WHAT IS BEING ASKED:
Go through the listing and copy each line with the string "setLineDash".

GIVEN RECORDS:
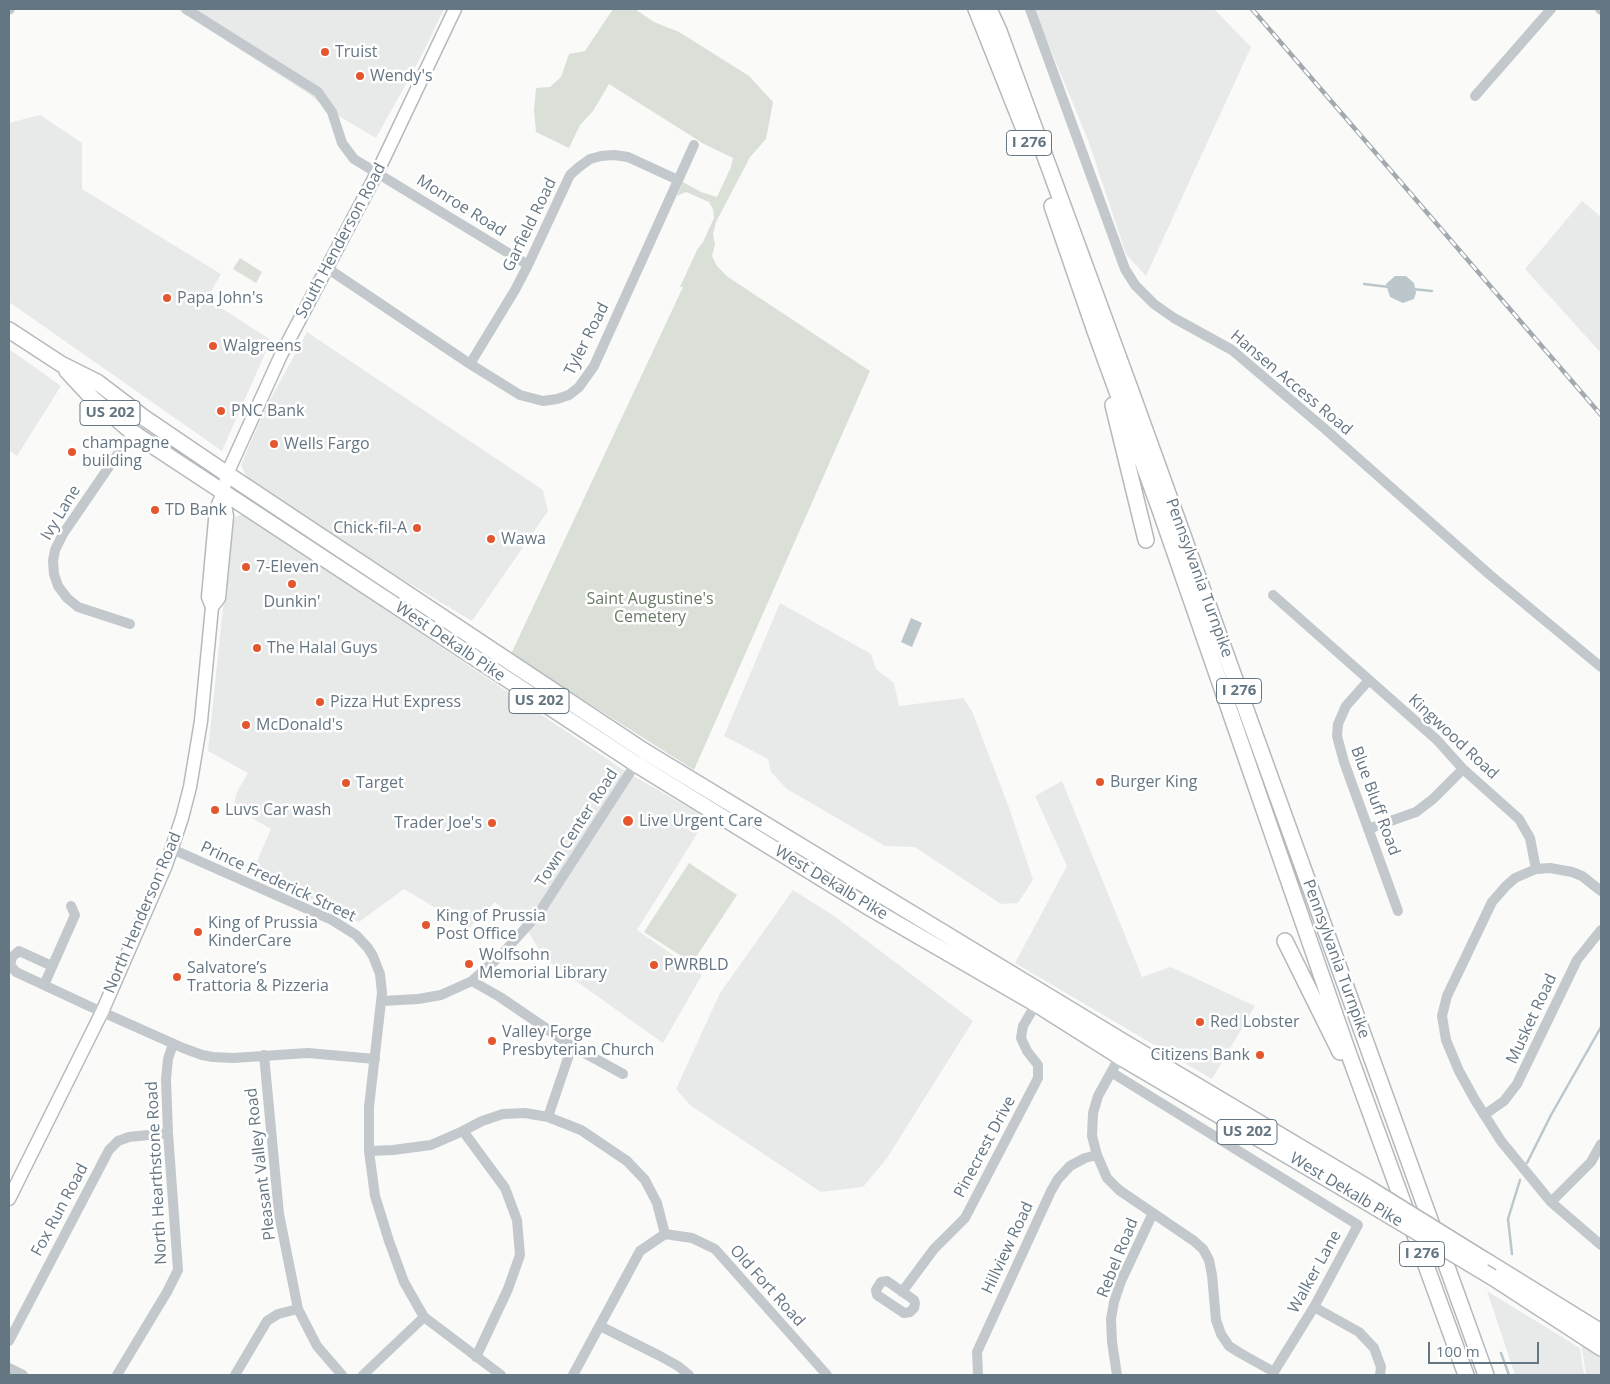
<!DOCTYPE html>
<html>
<head>
<meta charset="utf-8">
<style>
	body { margin:0 }
	#map { position:relative; width:1610px; height:1384px; overflow:hidden; background:#fafaf8; font-family:"Open Sans",sans-serif }
	canvas { display:block }
	.frame { position:absolute; inset:0; border:10px solid #657683; pointer-events:none }
	.scale { position:absolute; left:1428px; top:1342px; width:111px; height:22px; box-sizing:border-box; border:2px solid #657683; border-top:0; padding-left:6px; font-size:15px; line-height:18px; white-space:nowrap; color:#657683; -webkit-text-stroke:4px #fff; paint-order:stroke }
</style>
</head>
<body>
<div id="map">
<canvas width="1610" height="1384"></canvas>
<div class="frame"></div>
<div class="scale">100 m</div>
</div>
<script>
const c = document.querySelector('canvas').getContext('2d');
c.lineJoin = 'round';
function fill(path, color) { c.fillStyle = color; c.fill(path, 'evenodd'); }
const shape = rows => new Path2D(rows.map(r => 'M' + r).join(''));
function strokePath(path, color, width, dash) { c.strokeStyle = color; c.lineWidth = width; c.lineCap = dash ? 'butt' : 'round'; c.setLineDash(dash || []); c.stroke(path); }
function drawText(font, color, halo, rows, align = 'center') {
  c.font = font + ' "Open Sans",sans-serif'; c.lineWidth = 5; c.setLineDash([]); c.textBaseline = 'middle'; c.strokeStyle = halo; c.fillStyle = color; for (const [text, x, y, turn = 0] of rows) {
    c.save(); c.translate(x, y); c.rotate((+turn || 0) * Math.PI / 180); c.textAlign = isNaN(turn) ? turn : align; if (halo) c.strokeText(text, 0, 0); c.fillText(text, 0, 0); c.restore();
  }
}
fill(shape([
	[179,9,444,9,423,53,376,138,332,112,306,92,181,12],
	[1034,9,1214,9,1251,47,1146,276,1126,254,1088,140],
	[40,115,82,143,82,189,221,274,207,299,271,340,222,451,9,302,9,123],
	[1582,201,1601,217,1601,353,1525,269],
	[307,332,543,490,548,511,472,621,372,561,247,478,241,465,265,409],
	[9,349,61,386,17,456,9,450],
	[244,514,625,771,707,818,637,930,702,975,663,1043,545,959,524,925,495,902,469,928,404,889,359,922,253,874,260,854,271,829,233,807,237,792,248,773,208,751,232,522,237,516],
	[780,603,871,654,876,669,894,683,899,706,963,698,972,711,1008,805,1033,880,1018,903,1001,904,915,847,885,846,787,789,771,772,768,759,724,736],
	[1062,781,1142,977,1171,967,1255,1006,1212,1079,1015,963,1067,866,1035,796],
	[793,890,834,916,973,1021,887,1158,863,1187,821,1192,690,1105,676,1089,720,993],
	[1487,1291,1580,1348,1584,1375,1515,1375],
	[1581,1343,1601,1355,1601,1375,1586,1375]
]), '#e8e9e9');
fill(shape([
	[613,9,635,9,654,22,679,32,703,47,749,76,773,102,766,139,750,157,716,222,713,234,715,244,712,256,717,266,728,277,870,371,694,770,511,654,683,287,680,287,697,250,703,242,714,218,713,209,709,202,686,192,677,196,683,182,701,192,717,197,731,167,733,158,704,144,609,84,593,111,580,125,569,148,536,132,534,110,536,88,550,87,561,77,569,54,585,51],
	[240,258,262,272,256,283,233,269],
	[689,863,737,895,692,963,644,932]
]), '#dadfd7');
fill(shape([
	[1395,276,1406,276,1414,283,1416,293,1414,299,1403,303,1390,297,1386,284],
	[911,618,922,623,912,647,901,642]
]), '#bbc7cb');
strokePath(shape([
	[1364,284,1389,287],
	[1412,289,1432,291],
	[1527,1163,1551,1115,1601,1027],
	[1512,1254,1508,1219,1520,1180],
	[1501,1353,1509,1375]
]), '#bbc7cb', 2.5);
const major = shape([
	[212,607,219,598,227,516,223,493],
	[9,1199,102,1012,166,865,182,818,190,787,201,721,212,607,208,597,216,509,223,493,227,474,281,355,377,173,455,9]
]);
const highway = shape([
	[976,9,1029,142],
	[989,9,999,31,1131,391,1486,1375],
	[1052,206,1095,331,1160,510,1347,1049,1466,1375],
	[9,330,61,364,97,382,143,417,227,474,644,751,1127,1044,1367,1187],
	[67,371,93,399,132,432,636,764,870,908,1036,1004,1120,1057,1375,1207],
	[1113,405,1146,540],
	[1285,941,1340,1052],
	[1483,1259,1601,1332],
	[1492,1277,1601,1348]
]);
strokePath(major, '#b5babe', 15);
strokePath(highway, '#b4b9bd', 18);
strokePath(shape([
	[186,9,318,92,332,112,342,143,354,159,528,265],
	[1030,9,1125,269,1135,285,1154,304,1174,318,1232,350,1325,429,1490,575,1601,667],
	[1600,9,1601,10],
	[9,10,10,9],
	[1475,96,1551,9],
	[327,268,470,364,520,395,543,401,557,399,569,395,579,387,594,366,694,145],
	[470,364,515,290,528,265,570,175,579,167,590,159,601,156,614,155,628,157,678,180],
	[1273,595,1437,740,1463,769,1519,819,1530,838,1536,869,1550,868,1572,872,1582,876,1601,891],
	[130,624,78,607,67,598,58,586,54,574,53,561,55,550,63,534,143,417],
	[1369,680,1346,706,1338,724,1337,736,1344,762,1398,911],
	[1368,829,1416,812,1433,799,1463,769],
	[172,849,332,920,356,935,368,948,373,956,380,974,382,993,369,1107,369,1151,375,1196,389,1241,404,1282,424,1317,501,1375],
	[1536,869,1515,878,1506,886,1492,902,1447,996,1442,1016,1446,1040,1459,1071,1475,1100,1501,1141,1551,1202,1601,1245],
	[52,966,19,951,12,957,10,965,16,972,91,1007,183,1048,202,1055,213,1057,233,1058,308,1053,375,1059],
	[472,981,500,997,572,1046,548,1117],
	[44,985,75,915,71,906],
	[382,1001,418,999,441,995,472,981,502,954,539,913,638,760],
	[572,1046,623,1074],
	[1123,1051,1098,1096,1093,1113,1092,1136,1097,1155,1107,1178,1119,1190,1194,1241,1203,1249,1209,1260,1212,1275,1216,1320,1221,1334,1229,1346,1240,1353,1274,1372],
	[264,1055,279,1214,298,1309,317,1346,342,1375],
	[1111,1072,1358,1225,1314,1307,1272,1375],
	[1484,1115,1504,1101,1517,1084,1577,960,1601,930],
	[463,1131,505,1188,517,1220,520,1255,508,1289,476,1357],
	[369,1151,393,1150,431,1145,463,1131,482,1121,503,1114,525,1113,548,1117,581,1130,627,1161,645,1180,657,1203,665,1234],
	[1551,1202,1591,1162,1601,1144],
	[887,1281,914,1300,915,1303,914,1308,910,1312,904,1313,877,1295,876,1290,881,1282,887,1281],
	[902,1292,934,1249,965,1218,1038,1078,1038,1065,1027,1051,1021,1038,1023,1026,1036,1004],
	[1314,1307,1359,1332,1374,1348,1381,1367,1380,1375],
	[600,1326,660,1356,678,1366,689,1375],
	[9,1341,109,1150,118,1141,129,1137,168,1133],
	[9,1368,23,1375],
	[117,1375,167,1292,178,1270,168,1133,166,1079,168,1059,173,1044],
	[235,1375,267,1321,278,1314,298,1309],
	[363,1375,424,1317],
	[573,1375,640,1251,665,1234,692,1238,715,1249,827,1375],
	[978,1375,977,1352,1051,1191,1058,1179,1070,1166,1085,1158,1097,1155],
	[1117,1375,1112,1342,1111,1319,1114,1302,1121,1281,1153,1213]
]), '#c3c8cc', 10);
strokePath(major, '#fff', 12);
strokePath(highway, '#fff', 15);
const rail = shape([
	[1252,9,1601,415]
]);
strokePath(rail, '#a2aab0', 4.5);
strokePath(rail, '#fff', 2.5, [8]);
const highwayBridge = shape([
	[1367,1187,1483,1259],
	[1375,1207,1492,1277]
]);
strokePath(highwayBridge, '#b4b9bd', 18, []);
strokePath(highwayBridge, '#fff', 15);
for (const [x, y, r, color] of [
	[325,52,5,"#e4572e"],
	[360,76,5,"#e4572e"],
	[167,298,5,"#e4572e"],
	[213,346,5,"#e4572e"],
	[221,411,5,"#e4572e"],
	[274,444,5,"#e4572e"],
	[72,452,5,"#e4572e"],
	[155,510,5,"#e4572e"],
	[417,528,5,"#e4572e"],
	[491,539,5,"#e4572e"],
	[246,567,5,"#e4572e"],
	[292,584,5,"#e4572e"],
	[257,648,5,"#e4572e"],
	[320,702,5,"#e4572e"],
	[246,725,5,"#e4572e"],
	[1100,782,5,"#e4572e"],
	[346,783,5,"#e4572e"],
	[215,810,5,"#e4572e"],
	[628,821,6,"#e4572e"],
	[492,823,5,"#e4572e"],
	[426,925,5,"#e4572e"],
	[198,932,5,"#e4572e"],
	[469,964,5,"#e4572e"],
	[654,965,5,"#e4572e"],
	[177,977,5,"#e4572e"],
	[1200,1022,5,"#e4572e"],
	[492,1041,5,"#e4572e"],
	[1260,1055,5,"#e4572e"]
]) { const dot = new Path2D(); dot.arc(x, y, r, 0, 2 * Math.PI); c.fillStyle = color; c.fill(dot); strokePath(dot, '#fff', 2); }
for (const [x, y, w] of [
	[1029,143,45],
	[110,413,60],
	[1239,691,45],
	[539,701,60],
	[1247,1132,60],
	[1422,1254,45]
]) { const box = new Path2D(); box.roundRect(x - w / 2, y - 12.5, w, 25, 4); c.fillStyle = '#fff'; c.fill(box); strokePath(box, '#657683', 1); }
drawText('bold 15px', '#657683', null, [
	["I 276",1029,143],
	["US 202",110,413],
	["I 276",1239,691],
	["US 202",539,701],
	["US 202",1247,1132],
	["I 276",1422,1254]
]);
drawText('16px', '#657683', '#fff', [
	["Truist",335,52],
	["Wendy's",370,76],
	["Papa John's",177,298],
	["Walgreens",223,346],
	["PNC Bank",231,411],
	["champagne",82,443],
	["building",82,461],
	["Wells Fargo",284,444],
	["TD Bank",165,510],
	["Chick-fil-A",407,528,"right"],
	["Wawa",501,539],
	["7-Eleven",256,567],
	["Dunkin'",292,602,"center"],
	["The Halal Guys",267,648],
	["Pizza Hut Express",330,702],
	["McDonald's",256,725],
	["Burger King",1110,782],
	["Target",356,783],
	["Luvs Car wash",225,810],
	["Live Urgent Care",639,821],
	["Trader Joe's",482,823,"right"],
	["King of Prussia",436,916],
	["Post Office",436,934],
	["King of Prussia",208,923],
	["KinderCare",208,941],
	["Wolfsohn",479,955],
	["Memorial Library",479,973],
	["PWRBLD",664,965],
	["Salvatore’s",187,968],
	["Trattoria & Pizzeria",187,986],
	["Red Lobster",1210,1022],
	["Valley Forge",502,1032],
	["Presbyterian Church",502,1050],
	["Citizens Bank",1250,1055,"right"]
], 'left');
drawText('16px', '#657683', '#fff', [
	["Monroe Road",461,206,32],
	["Garfield Road",530,225,-64],
	["South Henderson Road",341,241,-62],
	["Tyler Road",587,339,-63],
	["Hansen Access Road",1291,383,40],
	["Ivy Lane",61,513,-59],
	["Pennsylvania Turnpike",1199,578,70],
	["West Dekalb Pike",450,642,34],
	["Kingwood Road",1453,737,43],
	["Blue Bluff Road",1375,801,70],
	["Town Center Road",577,828,-57],
	["Prince Frederick Street",278,882,25],
	["West Dekalb Pike",831,883,31],
	["North Henderson Road",143,913,-67],
	["Pennsylvania Turnpike",1336,959,70],
	["Musket Road",1532,1019,-65],
	["Pinecrest Drive",985,1147,-62],
	["Pleasant Valley Road",261,1164,-97],
	["North Hearthstone Road",157,1173,-93],
	["West Dekalb Pike",1346,1190,31],
	["Fox Run Road",60,1210,-62],
	["Hillview Road",1008,1248,-65],
	["Rebel Road",1118,1258,-68],
	["Walker Lane",1315,1272,-61],
	["Old Fort Road",767,1286,48]
]);
drawText('16px', '#687a64', '#fff', [
	["Saint Augustine's",650,599],
	["Cemetery",650,617]
]);
</script>
</body>
</html>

SOLUTION TO THE EXERCISE:
function strokePath(path, color, width, dash) { c.strokeStyle = color; c.lineWidth = width; c.lineCap = dash ? 'butt' : 'round'; c.setLineDash(dash || []); c.stroke(path); }
  c.font = font + ' "Open Sans",sans-serif'; c.lineWidth = 5; c.setLineDash([]); c.textBaseline = 'middle'; c.strokeStyle = halo; c.fillStyle = color; for (const [text, x, y, turn = 0] of rows) {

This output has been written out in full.